The call to action, which was published overnight, begins: ‘Are you an office-based Apple employee? Are you less than thrilled with the RTO mandate? Sign the petition, lets stand together.’
It continues: ‘For the past 2+ years, Apple’s formerly office-based employees have performed exceptional work, flexibly, both outside and inside traditional office environments.
‘However, Apple leadership recently announced they require a general return to office starting the week of Sept 5 (Labor Day).’
‘This uniform mandate from senior leadership does not consider the unique demands of each job role nor the diversity of individuals,’ the petition asserts.
Organizers went on to cite ‘many compelling reasons and circumstances’ for continuing on with remote work, citing things such as ‘disabilities (visible or not); family care; safety, health, and environmental concerns; financial considerations; to just plain being happier and more productive.’
It is not immediately clear as of early Monday how many of the signatures the petition has garners belong to verified Apple workers – the only names that would hold any bearing in the group’s efforts to change Cook’s internal policy.
Apple Together, which identifies itself as a global solidarity union comprised of workers across the company, did not immediately respond to a request for comment Monday.
Apple, meanwhile, has yet to comment on the burgeoning backlash against their newly announced policy.
The company joins several technology and finance companies that have begun mandating a return to office as COVID cases ease.
Earlier in June, Elon Musk, the CEO of Tesla, asked employees to return to the office or leave the company.
Apples’s headquarters in Cupertino, California, are pictured. The company currently boasts nearly 37,000 employees who will be affected by the policy, which takes effect in two weeks
Cook, 61, the CEO of Apple since 2011, is seen at the company’s headquarters in Cupertino. He haws been adamant that staffers return to work in person for the past several months
Apple began on April 11 mandating one day a week in the office – a requirement that rose to two days on May 2.

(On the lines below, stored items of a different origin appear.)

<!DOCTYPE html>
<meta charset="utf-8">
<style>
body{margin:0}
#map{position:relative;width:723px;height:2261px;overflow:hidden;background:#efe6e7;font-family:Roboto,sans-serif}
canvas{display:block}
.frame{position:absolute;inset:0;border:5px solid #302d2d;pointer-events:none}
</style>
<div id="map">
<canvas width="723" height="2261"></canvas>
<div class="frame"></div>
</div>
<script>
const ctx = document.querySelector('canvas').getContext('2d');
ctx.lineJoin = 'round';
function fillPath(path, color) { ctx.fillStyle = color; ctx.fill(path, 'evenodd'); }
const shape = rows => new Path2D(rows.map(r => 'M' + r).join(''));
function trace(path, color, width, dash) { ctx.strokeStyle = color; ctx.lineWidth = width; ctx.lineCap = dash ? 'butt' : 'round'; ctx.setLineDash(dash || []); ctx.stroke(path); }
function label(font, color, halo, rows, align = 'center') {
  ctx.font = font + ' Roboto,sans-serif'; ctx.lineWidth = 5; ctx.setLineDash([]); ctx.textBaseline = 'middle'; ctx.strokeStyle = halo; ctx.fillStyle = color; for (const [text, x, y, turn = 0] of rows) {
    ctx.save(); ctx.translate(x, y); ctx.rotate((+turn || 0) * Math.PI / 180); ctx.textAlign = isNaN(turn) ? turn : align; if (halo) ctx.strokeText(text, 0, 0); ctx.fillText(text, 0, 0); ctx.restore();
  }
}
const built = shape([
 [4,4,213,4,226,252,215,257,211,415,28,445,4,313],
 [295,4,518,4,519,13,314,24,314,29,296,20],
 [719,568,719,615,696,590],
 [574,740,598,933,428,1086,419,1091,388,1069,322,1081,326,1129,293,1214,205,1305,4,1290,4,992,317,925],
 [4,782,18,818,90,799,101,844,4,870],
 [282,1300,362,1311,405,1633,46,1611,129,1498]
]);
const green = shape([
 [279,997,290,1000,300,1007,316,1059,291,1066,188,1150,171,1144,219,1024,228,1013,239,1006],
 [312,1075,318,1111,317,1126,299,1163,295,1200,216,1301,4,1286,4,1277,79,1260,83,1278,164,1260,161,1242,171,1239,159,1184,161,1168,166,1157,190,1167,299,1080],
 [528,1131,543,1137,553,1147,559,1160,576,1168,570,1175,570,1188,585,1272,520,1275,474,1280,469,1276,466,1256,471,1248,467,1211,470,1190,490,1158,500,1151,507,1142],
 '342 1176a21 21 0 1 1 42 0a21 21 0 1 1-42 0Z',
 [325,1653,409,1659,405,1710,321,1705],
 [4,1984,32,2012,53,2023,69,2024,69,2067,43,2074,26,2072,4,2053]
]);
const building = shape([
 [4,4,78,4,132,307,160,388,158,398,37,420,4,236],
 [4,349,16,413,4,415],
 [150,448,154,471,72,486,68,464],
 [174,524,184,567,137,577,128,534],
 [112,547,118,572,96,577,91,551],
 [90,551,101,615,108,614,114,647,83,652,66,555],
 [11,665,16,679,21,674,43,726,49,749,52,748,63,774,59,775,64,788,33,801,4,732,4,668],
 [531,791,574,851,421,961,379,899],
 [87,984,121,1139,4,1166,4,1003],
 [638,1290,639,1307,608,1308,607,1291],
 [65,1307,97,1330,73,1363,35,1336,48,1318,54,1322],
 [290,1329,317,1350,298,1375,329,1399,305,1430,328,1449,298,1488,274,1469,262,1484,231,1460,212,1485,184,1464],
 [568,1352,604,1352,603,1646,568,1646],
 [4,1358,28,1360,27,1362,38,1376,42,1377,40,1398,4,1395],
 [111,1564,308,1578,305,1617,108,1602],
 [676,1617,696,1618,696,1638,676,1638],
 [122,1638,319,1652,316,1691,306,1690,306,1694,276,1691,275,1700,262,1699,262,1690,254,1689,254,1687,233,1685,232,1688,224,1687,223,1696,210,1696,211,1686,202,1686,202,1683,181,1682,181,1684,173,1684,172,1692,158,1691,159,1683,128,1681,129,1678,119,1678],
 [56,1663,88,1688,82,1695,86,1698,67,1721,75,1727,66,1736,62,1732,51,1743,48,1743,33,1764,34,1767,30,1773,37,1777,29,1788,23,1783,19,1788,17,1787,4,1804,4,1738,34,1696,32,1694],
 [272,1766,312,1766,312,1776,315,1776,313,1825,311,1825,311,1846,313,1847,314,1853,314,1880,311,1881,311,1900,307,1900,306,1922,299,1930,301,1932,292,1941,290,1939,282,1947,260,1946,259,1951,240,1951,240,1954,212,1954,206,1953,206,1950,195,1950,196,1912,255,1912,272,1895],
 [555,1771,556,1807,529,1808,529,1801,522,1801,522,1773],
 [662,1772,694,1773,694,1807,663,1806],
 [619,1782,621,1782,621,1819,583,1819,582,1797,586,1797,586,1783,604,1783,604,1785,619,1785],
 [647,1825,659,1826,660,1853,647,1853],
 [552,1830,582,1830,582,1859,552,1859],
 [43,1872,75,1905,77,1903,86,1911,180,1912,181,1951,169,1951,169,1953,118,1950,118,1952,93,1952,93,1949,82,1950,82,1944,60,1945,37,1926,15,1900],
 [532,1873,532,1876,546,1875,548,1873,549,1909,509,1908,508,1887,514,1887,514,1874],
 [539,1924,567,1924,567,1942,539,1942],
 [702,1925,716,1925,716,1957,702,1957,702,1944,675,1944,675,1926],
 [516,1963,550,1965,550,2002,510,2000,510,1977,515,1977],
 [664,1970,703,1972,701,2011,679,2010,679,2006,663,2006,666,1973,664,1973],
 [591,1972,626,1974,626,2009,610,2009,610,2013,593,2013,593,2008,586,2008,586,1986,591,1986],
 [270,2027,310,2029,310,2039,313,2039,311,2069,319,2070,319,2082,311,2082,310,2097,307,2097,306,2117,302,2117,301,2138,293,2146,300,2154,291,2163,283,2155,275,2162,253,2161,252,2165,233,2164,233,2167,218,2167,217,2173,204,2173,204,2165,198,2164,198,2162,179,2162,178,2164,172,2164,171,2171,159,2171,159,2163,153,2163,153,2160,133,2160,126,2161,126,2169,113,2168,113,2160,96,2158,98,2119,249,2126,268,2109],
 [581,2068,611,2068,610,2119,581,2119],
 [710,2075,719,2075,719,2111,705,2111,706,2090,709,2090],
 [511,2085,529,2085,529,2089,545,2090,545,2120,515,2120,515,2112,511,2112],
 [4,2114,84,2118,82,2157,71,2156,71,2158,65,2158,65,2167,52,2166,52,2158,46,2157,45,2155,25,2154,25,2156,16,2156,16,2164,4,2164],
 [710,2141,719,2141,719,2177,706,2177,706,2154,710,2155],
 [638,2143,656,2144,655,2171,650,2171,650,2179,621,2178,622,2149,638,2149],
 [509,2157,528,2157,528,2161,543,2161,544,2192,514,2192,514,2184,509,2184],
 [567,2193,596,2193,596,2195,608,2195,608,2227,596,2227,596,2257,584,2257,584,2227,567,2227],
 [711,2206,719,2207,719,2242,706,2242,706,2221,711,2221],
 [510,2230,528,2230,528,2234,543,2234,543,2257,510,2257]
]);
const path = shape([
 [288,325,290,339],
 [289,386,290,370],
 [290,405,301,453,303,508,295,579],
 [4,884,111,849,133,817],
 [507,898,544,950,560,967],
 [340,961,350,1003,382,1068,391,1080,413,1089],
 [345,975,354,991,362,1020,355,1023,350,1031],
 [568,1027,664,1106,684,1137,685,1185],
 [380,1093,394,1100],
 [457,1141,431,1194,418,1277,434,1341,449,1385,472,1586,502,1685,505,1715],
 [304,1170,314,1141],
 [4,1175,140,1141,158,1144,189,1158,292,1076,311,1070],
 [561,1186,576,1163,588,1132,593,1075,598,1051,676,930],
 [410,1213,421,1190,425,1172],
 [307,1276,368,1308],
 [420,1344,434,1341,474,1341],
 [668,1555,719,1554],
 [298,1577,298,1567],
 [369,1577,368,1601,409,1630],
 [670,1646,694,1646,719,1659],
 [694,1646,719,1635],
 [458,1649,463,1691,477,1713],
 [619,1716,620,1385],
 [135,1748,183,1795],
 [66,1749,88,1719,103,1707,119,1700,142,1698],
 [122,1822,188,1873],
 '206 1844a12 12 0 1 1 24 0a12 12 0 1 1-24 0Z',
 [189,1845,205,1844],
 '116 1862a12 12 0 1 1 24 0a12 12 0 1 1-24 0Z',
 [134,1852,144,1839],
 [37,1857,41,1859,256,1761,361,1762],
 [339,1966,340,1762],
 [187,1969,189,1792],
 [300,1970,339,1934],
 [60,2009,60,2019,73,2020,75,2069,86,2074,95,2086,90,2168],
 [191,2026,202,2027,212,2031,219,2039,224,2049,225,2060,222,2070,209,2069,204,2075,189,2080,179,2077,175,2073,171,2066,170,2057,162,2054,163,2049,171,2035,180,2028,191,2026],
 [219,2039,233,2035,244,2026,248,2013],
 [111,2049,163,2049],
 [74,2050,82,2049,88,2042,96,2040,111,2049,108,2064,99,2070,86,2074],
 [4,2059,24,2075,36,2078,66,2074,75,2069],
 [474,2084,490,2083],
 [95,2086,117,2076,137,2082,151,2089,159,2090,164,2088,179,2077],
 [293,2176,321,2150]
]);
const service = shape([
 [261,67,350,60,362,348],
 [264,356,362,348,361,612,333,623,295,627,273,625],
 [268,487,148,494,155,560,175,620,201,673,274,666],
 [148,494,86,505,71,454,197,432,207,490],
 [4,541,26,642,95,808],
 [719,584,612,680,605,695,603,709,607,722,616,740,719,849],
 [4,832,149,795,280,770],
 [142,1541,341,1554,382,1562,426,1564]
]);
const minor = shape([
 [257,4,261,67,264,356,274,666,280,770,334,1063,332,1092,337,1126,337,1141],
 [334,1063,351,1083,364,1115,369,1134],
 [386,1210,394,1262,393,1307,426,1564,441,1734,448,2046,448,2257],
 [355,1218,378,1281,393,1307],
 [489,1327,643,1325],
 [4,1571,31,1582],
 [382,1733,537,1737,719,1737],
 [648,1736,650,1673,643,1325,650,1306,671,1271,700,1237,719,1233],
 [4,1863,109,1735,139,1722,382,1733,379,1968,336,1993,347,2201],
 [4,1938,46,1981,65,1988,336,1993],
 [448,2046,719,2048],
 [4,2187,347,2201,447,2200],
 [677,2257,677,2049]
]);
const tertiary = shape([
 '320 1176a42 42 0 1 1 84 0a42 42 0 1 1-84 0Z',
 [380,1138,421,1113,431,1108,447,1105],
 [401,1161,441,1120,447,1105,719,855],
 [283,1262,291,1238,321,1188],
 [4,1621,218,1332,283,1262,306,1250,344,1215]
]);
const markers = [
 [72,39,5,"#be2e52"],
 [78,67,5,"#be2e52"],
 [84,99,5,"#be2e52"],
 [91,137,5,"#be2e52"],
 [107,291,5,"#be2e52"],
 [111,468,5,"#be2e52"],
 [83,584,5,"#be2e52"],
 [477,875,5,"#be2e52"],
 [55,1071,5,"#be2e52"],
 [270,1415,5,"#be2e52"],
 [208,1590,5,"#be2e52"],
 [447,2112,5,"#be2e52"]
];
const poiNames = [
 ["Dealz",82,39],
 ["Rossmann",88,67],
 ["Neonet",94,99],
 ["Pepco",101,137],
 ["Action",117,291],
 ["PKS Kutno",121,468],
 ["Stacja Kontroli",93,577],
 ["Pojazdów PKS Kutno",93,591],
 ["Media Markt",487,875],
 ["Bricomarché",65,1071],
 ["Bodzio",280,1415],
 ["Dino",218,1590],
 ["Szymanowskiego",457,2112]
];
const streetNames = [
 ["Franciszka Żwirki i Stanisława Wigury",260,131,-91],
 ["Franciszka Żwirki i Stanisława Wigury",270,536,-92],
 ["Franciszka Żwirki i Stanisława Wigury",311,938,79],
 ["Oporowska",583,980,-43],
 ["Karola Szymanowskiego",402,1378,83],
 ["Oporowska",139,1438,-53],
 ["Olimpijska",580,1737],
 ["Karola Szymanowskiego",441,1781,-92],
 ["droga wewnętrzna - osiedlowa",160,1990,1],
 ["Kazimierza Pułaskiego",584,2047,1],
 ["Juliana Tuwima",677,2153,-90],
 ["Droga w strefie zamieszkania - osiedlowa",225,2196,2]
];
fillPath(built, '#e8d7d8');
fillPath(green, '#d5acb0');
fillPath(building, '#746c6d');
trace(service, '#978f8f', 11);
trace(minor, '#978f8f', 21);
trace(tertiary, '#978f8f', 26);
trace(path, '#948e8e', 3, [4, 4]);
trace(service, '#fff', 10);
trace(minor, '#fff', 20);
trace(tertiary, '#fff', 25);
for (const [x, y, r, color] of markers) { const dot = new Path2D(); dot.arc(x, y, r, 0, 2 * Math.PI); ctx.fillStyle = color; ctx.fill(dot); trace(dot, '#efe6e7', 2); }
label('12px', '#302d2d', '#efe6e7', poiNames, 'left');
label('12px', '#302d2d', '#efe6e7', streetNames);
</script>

By May 23, all staff were originally intended to be at their desks three days a week – but that policy was shelved in June.
A survey of Apple workers from April 13-19 found 67 percent saying they were dissatisfied with the return-to-office policy, Fortune reported.
Apple’s CEO Cook, who assumed control of the company in 2011 after the death of longtime boss Steve Jobs, has for the better part of a year been adamant about the return to office of his employees, insisting that a hardware-heavy company like Apple needs its employees physically together to design its physical products.
In early March, he wrote to staff saying they needed to prepare to return.
‘In the coming weeks and months, we have an opportunity to combine the best of what we have learned about working remotely with the irreplaceable benefits of in-person collaboration,’ Cook said in the memo, according to Bloomberg.
Apple CEO Cook insists that a hardware company like Apple needs its employees to be in the office to collaborate on the design of its physical products
Many employees however insist that they can do the work just as well remotely, and that they don’t want to lose their work-life balance.
‘Everything happened with us working from home all day, and now we have to go back to the office, sit in traffic for two hours, and hire people to take care of kids at home,’ says a former Apple employee anonymously told Bloomberg in April, ‘Working from home has so many perks. Why would we want to go back?’
Employees have also been quick to point out that while they spend their days designing products that enable work from home across the world, they are required to return to an office.
‘We tell all of our customers how great our products are for remote work, yet, we ourselves, cannot use them to work remotely?’ an open letter signed by more than 1,050 Apple employees read.
‘How can we expect our customers to take that seriously? How can we understand what problems of remote work need solving in our products if we don’t live it?’